Que nuestras responsabilidades terrenas no nos impidan, Señor, prepararnos a la venida de tu Hijo; y que la sabiduría que viene del cielo, nos disponga a recibirlo y a participar de su propia vida. Por nuestro Señor Jesucristo...

Amén.

 

Liturgia de la Palabra

 

Primera Lectura

Les hará justicia a los pobres

Lectura del Libro del profeta Isaías

11, 1-10

En aquel día brotará un renuevo del tronco de Jesé, un vástago florecerá de su raíz.
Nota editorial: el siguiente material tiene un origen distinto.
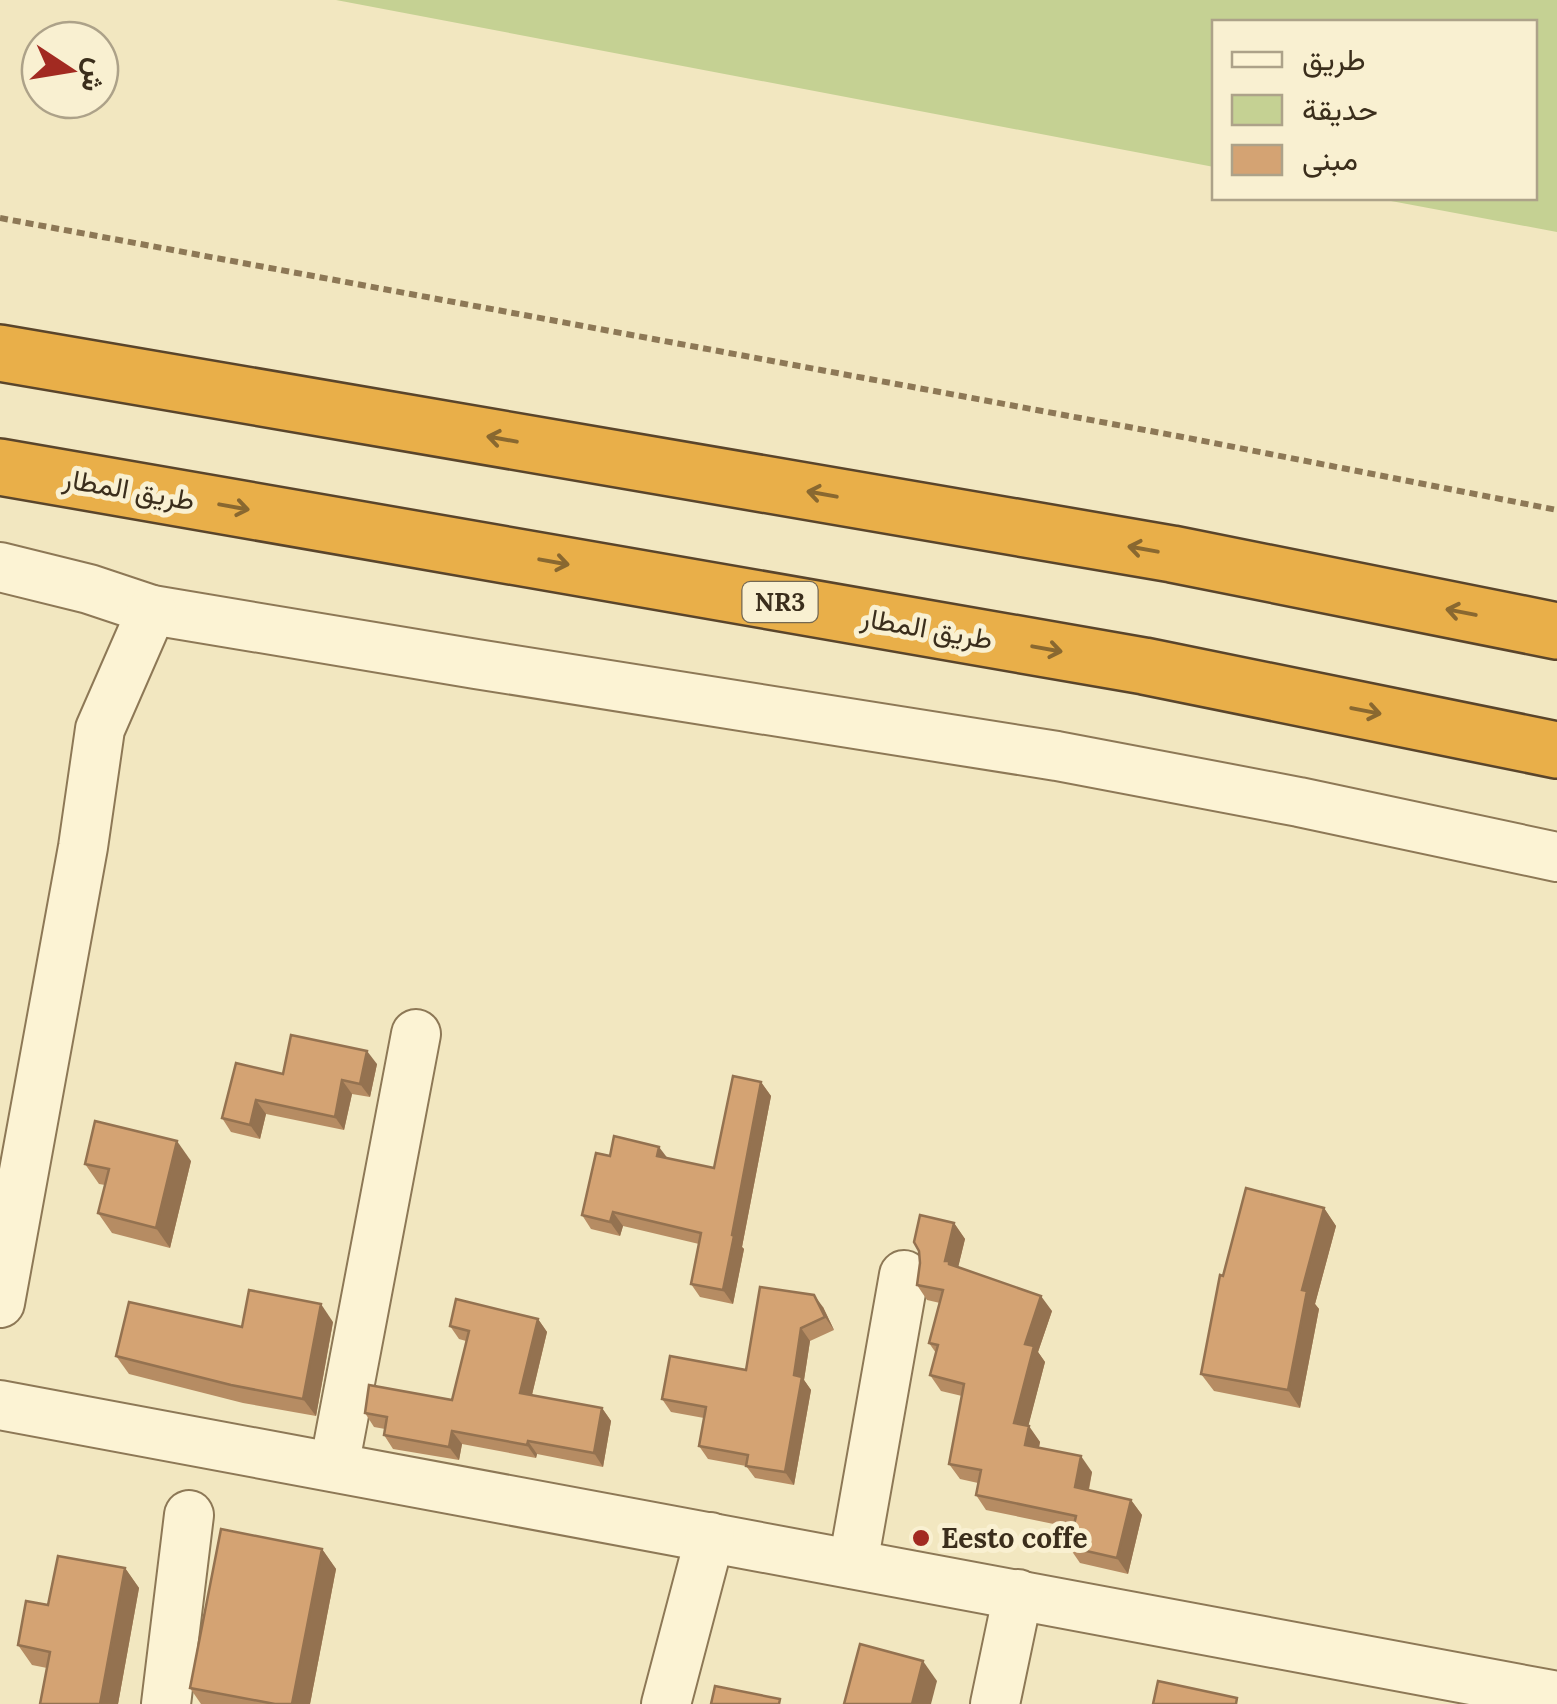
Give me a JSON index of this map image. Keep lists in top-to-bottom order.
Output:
{
  "streets": {
    "highway": ["طريق المطار", "NR3"]
  },
  "places": ["Eesto coffe"],
  "legend": ["طريق", "حديقة", "مبنى"],
  "north": "right"
}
Sobre él se posará el espíritu del Señor: espíritu de sabiduría e inteligencia, espíritu de consejo y fortaleza, espíritu de piedad y temor de Dios.
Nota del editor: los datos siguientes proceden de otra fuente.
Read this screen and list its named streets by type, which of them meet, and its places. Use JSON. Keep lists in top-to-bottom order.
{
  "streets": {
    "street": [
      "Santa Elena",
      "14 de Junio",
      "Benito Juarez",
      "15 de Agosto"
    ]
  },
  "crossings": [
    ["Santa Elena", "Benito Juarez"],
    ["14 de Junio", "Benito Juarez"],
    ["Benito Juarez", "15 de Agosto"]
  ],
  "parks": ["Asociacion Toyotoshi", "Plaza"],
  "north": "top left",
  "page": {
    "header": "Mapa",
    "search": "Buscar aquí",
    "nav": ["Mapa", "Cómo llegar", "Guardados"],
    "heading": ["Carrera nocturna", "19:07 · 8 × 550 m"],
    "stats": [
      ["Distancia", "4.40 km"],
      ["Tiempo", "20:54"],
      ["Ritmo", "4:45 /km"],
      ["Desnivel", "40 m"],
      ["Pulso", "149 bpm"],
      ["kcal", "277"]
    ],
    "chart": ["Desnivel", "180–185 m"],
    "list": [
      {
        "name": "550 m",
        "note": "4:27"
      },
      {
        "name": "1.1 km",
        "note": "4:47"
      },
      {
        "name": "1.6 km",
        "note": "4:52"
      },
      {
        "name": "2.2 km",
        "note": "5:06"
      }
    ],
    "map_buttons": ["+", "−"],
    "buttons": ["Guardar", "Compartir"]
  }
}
No juzgará por apariencias, ni sentenciará de oídas; defenderá con justicia  al desamparado y con equidad dará sentencia al pobre; herirá al violento con el látigo de su boca, con el soplo de sus labios matará al impío. Será la justicia su ceñidor, la fidelidad apretará su cintura.

Habitará el lobo con el cordero, la pantera se echará  con el cabrito, el novillo y el león pacerán juntos: un muchachito los pastoreará. La vaca pastará  con la osa y sus crías vivirán juntas; el león comerá paja con el buey.

El niño jugará sobre el agujero de la víbora,  la creatura meterá la mano en el escondrijo de la serpiente. No hará daño ni estrago por todo mi monte santo, porque así como las aguas colman el mar, así está lleno el país de la ciencia del Señor. Aquel día la raíz de Jesé se alzará como bandera de los pueblos: la buscarán todas las naciones y será gloriosa su morada.

Palabra de Dios.

Te alabamos Señor.

 

Salmo Responsorial

Del Salmo 71

Ven, Señor, rey de justicia y de paz.

Comunica, Señor, al rey tu juicio, tu justicia  al que es hijo de reyes; así tu siervo saldrá

en defensa de tus pobres.

Ven, Señor,  rey de justicia y de paz.

 

Florecerá en sus días la justicia y reinará la paz, era tras era. De mar a mar se extenderá  su reino y de un extremo al otro de la tierra. 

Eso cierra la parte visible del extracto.